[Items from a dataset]
══════════════════════════════
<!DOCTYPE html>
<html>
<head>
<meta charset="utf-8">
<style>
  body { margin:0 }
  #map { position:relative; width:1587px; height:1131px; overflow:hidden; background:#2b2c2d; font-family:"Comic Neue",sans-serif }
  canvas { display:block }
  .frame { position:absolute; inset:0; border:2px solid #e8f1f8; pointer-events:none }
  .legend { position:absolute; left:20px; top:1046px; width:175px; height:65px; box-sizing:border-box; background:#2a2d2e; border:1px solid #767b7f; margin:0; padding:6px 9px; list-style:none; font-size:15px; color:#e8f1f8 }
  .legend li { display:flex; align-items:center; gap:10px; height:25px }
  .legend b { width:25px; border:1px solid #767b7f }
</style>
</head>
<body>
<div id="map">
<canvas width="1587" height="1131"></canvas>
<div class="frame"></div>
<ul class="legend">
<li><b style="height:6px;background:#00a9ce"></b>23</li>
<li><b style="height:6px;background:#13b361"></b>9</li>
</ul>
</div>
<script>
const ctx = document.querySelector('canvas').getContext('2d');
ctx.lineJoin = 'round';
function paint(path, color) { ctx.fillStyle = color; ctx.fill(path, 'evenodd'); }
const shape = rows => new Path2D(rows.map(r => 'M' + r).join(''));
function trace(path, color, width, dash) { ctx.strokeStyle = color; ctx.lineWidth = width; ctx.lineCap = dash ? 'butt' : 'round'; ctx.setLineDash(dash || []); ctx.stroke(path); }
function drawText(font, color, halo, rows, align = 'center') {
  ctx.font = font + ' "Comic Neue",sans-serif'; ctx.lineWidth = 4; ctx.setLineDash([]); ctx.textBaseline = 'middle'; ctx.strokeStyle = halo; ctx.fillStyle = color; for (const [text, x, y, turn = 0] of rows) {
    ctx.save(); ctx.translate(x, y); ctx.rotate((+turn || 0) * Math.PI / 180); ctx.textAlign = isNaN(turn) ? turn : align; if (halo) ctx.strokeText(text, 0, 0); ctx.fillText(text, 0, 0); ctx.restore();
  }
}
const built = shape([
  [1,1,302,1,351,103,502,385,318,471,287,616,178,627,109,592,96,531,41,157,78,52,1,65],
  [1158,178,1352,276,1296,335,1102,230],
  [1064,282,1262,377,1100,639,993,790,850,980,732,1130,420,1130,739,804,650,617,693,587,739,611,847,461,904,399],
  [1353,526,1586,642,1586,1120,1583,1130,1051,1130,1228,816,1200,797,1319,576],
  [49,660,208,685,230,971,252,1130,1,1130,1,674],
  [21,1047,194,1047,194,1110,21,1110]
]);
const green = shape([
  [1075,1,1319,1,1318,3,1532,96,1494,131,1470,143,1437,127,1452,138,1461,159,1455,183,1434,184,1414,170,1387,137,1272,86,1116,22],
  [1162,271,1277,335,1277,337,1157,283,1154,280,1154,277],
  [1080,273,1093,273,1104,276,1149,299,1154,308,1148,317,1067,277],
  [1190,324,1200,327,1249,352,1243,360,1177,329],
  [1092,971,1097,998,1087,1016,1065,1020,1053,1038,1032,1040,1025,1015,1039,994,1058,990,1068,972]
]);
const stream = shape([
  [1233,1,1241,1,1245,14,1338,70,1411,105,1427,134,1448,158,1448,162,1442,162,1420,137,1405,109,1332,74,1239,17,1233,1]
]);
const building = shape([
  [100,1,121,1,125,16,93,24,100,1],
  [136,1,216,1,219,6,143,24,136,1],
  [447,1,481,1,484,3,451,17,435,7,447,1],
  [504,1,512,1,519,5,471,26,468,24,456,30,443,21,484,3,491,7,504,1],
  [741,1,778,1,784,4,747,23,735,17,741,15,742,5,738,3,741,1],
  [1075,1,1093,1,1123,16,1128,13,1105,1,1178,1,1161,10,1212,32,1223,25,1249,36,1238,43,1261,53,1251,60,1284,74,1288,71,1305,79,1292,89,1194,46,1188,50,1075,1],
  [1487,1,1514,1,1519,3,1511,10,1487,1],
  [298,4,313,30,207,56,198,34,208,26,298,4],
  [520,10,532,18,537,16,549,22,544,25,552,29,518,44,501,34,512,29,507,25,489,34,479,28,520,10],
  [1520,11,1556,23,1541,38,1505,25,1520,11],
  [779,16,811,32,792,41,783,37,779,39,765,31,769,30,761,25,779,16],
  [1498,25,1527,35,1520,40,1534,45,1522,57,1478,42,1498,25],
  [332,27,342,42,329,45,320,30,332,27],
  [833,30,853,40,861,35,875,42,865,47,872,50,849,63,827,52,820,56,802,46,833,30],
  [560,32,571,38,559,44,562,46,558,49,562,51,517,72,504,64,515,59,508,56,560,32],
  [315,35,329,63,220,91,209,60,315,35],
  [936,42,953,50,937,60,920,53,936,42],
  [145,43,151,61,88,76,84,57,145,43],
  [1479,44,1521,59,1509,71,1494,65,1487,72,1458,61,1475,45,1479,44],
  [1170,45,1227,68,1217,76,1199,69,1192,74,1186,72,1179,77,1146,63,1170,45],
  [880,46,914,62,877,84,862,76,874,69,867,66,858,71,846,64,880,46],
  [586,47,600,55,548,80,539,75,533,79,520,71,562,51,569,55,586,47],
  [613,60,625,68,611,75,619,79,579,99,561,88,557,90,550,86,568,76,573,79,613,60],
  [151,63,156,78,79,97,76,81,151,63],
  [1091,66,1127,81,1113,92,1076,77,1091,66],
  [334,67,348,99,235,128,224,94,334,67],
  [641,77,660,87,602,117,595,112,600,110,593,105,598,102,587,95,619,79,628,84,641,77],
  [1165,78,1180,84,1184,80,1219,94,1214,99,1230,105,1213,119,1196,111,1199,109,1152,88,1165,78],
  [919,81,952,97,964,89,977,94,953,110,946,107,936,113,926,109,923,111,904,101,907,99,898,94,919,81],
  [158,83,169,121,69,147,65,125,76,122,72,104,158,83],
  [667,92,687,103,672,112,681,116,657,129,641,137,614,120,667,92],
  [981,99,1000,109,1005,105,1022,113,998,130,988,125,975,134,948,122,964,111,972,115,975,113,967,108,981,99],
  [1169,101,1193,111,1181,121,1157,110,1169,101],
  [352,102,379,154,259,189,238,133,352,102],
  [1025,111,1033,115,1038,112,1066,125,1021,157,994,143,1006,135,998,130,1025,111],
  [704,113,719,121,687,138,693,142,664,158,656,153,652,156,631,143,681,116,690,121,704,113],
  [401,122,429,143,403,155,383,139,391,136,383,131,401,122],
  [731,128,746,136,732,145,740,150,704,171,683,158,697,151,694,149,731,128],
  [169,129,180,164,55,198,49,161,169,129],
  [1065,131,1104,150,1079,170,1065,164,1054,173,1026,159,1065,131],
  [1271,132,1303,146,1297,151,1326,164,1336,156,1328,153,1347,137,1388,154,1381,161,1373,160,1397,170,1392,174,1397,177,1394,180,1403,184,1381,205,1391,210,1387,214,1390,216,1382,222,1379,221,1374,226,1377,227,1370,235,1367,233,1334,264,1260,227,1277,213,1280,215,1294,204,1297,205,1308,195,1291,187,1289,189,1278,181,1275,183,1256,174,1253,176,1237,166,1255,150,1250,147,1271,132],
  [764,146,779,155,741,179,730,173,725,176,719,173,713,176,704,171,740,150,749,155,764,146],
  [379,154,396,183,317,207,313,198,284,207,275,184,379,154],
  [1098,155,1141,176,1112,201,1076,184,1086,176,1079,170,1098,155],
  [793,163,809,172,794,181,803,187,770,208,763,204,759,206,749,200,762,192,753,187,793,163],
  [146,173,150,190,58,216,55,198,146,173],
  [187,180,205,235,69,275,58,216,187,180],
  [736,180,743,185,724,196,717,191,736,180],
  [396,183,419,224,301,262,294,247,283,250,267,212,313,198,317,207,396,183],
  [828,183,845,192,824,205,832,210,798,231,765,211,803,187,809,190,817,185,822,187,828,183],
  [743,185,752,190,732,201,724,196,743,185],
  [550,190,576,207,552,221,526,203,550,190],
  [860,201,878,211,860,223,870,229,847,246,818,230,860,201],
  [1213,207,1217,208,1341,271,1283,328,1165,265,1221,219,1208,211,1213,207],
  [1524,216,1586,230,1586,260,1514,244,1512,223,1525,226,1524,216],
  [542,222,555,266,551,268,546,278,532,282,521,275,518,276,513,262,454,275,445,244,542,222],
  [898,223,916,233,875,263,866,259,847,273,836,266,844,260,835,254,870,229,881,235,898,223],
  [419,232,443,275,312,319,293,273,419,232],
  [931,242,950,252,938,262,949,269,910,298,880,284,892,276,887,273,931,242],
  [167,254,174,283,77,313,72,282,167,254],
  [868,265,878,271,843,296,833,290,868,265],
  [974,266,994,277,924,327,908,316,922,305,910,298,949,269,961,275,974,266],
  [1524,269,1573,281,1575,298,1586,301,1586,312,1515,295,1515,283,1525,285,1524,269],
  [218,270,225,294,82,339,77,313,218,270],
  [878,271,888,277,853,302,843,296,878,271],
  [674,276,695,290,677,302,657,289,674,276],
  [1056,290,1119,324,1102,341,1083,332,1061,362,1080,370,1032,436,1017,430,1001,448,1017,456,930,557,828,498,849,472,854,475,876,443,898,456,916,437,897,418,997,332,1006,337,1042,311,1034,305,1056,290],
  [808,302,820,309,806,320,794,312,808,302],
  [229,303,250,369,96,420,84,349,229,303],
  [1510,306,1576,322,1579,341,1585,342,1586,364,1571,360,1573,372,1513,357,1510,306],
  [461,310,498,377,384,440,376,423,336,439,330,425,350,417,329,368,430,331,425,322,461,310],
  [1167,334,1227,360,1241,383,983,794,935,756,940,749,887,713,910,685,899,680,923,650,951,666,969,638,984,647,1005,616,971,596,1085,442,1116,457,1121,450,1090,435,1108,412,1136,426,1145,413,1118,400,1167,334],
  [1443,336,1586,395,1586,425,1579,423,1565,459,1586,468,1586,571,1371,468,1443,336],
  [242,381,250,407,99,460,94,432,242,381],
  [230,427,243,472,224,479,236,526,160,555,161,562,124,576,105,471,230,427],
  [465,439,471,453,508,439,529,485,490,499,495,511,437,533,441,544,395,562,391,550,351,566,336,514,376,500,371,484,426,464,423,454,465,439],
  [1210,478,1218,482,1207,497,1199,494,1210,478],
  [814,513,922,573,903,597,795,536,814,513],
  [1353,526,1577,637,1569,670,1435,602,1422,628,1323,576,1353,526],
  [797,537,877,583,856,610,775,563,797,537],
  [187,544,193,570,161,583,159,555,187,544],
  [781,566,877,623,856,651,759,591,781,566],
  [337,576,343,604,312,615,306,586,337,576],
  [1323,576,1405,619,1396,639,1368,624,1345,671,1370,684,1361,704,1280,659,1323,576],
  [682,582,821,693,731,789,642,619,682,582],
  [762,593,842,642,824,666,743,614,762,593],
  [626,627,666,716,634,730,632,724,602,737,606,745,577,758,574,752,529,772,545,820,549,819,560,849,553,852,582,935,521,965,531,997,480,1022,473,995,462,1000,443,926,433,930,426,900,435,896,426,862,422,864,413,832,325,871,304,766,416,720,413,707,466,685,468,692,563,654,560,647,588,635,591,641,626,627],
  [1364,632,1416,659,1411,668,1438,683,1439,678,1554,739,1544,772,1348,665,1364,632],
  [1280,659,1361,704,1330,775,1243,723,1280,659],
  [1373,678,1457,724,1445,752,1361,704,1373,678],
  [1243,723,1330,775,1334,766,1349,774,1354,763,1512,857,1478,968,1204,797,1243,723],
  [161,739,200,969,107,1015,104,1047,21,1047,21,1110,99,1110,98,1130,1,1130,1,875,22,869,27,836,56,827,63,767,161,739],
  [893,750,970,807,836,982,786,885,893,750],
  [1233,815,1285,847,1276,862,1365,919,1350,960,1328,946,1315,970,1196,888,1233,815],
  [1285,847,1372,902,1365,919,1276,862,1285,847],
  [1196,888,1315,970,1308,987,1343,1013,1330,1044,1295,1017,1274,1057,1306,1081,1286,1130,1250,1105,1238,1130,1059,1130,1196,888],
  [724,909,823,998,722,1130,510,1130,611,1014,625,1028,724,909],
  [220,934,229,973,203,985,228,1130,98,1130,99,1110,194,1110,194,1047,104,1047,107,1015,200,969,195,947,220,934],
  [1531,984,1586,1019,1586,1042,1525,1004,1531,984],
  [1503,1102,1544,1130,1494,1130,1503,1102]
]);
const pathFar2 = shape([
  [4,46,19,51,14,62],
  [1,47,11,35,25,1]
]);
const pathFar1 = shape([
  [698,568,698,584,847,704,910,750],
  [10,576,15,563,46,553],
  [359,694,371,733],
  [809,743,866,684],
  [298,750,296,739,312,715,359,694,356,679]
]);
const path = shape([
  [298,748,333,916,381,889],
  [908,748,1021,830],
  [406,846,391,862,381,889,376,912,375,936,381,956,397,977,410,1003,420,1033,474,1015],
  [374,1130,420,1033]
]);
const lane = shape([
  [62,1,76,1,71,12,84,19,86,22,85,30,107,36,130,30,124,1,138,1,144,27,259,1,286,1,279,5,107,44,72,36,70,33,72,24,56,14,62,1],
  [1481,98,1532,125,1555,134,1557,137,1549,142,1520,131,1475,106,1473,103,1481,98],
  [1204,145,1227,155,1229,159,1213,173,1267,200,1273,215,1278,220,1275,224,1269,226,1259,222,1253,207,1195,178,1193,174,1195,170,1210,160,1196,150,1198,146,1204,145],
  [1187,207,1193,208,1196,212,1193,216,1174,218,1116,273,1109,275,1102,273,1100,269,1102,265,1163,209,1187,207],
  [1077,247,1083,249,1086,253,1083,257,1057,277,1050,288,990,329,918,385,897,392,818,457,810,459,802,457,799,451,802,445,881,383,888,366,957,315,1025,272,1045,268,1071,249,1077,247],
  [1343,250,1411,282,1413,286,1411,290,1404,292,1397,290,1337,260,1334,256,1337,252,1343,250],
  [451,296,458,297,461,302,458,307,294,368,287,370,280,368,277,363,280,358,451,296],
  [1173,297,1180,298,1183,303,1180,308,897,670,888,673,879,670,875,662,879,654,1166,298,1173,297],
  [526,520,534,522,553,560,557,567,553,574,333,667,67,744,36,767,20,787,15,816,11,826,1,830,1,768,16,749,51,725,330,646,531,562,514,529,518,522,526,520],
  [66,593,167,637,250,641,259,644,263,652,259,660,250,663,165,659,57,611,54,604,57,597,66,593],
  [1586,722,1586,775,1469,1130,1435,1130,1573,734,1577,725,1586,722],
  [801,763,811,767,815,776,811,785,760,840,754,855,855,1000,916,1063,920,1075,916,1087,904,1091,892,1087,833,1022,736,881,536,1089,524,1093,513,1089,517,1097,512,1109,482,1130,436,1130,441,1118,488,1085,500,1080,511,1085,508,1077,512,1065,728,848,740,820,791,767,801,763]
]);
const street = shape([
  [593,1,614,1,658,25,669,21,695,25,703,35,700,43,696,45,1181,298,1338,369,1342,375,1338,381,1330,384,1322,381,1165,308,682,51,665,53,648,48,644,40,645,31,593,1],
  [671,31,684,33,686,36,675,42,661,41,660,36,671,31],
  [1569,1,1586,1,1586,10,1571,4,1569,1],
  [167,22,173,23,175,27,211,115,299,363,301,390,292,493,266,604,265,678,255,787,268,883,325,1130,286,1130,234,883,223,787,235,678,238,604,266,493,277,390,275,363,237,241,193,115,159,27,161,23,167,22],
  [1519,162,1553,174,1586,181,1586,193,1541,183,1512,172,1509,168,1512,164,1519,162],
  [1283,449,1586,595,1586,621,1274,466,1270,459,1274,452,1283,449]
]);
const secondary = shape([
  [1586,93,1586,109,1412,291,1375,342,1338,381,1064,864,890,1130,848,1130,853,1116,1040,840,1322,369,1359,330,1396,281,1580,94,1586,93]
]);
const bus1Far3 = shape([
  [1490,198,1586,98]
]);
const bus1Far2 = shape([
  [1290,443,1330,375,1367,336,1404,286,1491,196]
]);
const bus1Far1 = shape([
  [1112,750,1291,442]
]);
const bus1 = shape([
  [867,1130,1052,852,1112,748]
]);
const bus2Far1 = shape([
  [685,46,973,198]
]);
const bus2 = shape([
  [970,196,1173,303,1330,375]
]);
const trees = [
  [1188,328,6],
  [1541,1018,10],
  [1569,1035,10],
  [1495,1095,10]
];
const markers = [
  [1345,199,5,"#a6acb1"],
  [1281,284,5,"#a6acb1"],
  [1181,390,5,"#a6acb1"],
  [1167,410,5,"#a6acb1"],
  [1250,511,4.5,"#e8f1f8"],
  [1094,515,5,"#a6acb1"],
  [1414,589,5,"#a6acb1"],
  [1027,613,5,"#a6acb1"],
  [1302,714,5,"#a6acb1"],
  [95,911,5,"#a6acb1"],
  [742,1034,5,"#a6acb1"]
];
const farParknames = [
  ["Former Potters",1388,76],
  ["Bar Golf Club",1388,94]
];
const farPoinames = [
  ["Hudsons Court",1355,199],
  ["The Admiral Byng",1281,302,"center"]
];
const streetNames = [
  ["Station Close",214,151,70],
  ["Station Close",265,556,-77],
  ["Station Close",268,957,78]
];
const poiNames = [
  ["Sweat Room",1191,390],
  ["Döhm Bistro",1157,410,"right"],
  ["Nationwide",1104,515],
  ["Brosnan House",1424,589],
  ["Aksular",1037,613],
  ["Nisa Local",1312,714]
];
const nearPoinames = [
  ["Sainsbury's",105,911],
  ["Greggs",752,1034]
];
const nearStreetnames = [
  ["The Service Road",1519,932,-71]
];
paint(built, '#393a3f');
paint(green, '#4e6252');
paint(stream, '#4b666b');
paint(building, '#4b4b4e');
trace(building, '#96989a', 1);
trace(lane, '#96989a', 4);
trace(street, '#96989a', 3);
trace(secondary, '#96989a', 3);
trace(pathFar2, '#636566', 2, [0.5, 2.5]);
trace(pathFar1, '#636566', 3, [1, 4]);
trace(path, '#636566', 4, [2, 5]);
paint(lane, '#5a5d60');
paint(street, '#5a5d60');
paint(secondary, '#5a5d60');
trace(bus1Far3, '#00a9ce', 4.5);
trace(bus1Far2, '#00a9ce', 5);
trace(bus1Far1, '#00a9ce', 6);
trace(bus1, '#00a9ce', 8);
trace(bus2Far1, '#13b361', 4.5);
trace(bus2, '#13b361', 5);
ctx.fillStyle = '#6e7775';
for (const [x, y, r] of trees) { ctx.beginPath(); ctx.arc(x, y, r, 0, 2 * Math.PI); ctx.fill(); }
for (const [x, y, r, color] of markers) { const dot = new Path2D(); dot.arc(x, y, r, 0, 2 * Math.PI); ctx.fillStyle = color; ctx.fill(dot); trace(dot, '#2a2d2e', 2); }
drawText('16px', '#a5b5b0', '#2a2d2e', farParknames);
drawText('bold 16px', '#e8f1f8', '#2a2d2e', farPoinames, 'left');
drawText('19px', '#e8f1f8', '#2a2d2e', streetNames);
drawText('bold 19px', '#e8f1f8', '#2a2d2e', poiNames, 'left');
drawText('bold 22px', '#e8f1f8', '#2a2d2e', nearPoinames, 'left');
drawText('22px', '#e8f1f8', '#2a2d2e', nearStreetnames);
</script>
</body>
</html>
══════════════════════════════
Task goal:
Filter the entries above and copy only the lines that hold "setLineDash".

Written solution:
function trace(path, color, width, dash) { ctx.strokeStyle = color; ctx.lineWidth = width; ctx.lineCap = dash ? 'butt' : 'round'; ctx.setLineDash(dash || []); ctx.stroke(path); }
  ctx.font = font + ' "Comic Neue",sans-serif'; ctx.lineWidth = 4; ctx.setLineDash([]); ctx.textBaseline = 'middle'; ctx.strokeStyle = halo; ctx.fillStyle = color; for (const [text, x, y, turn = 0] of rows) {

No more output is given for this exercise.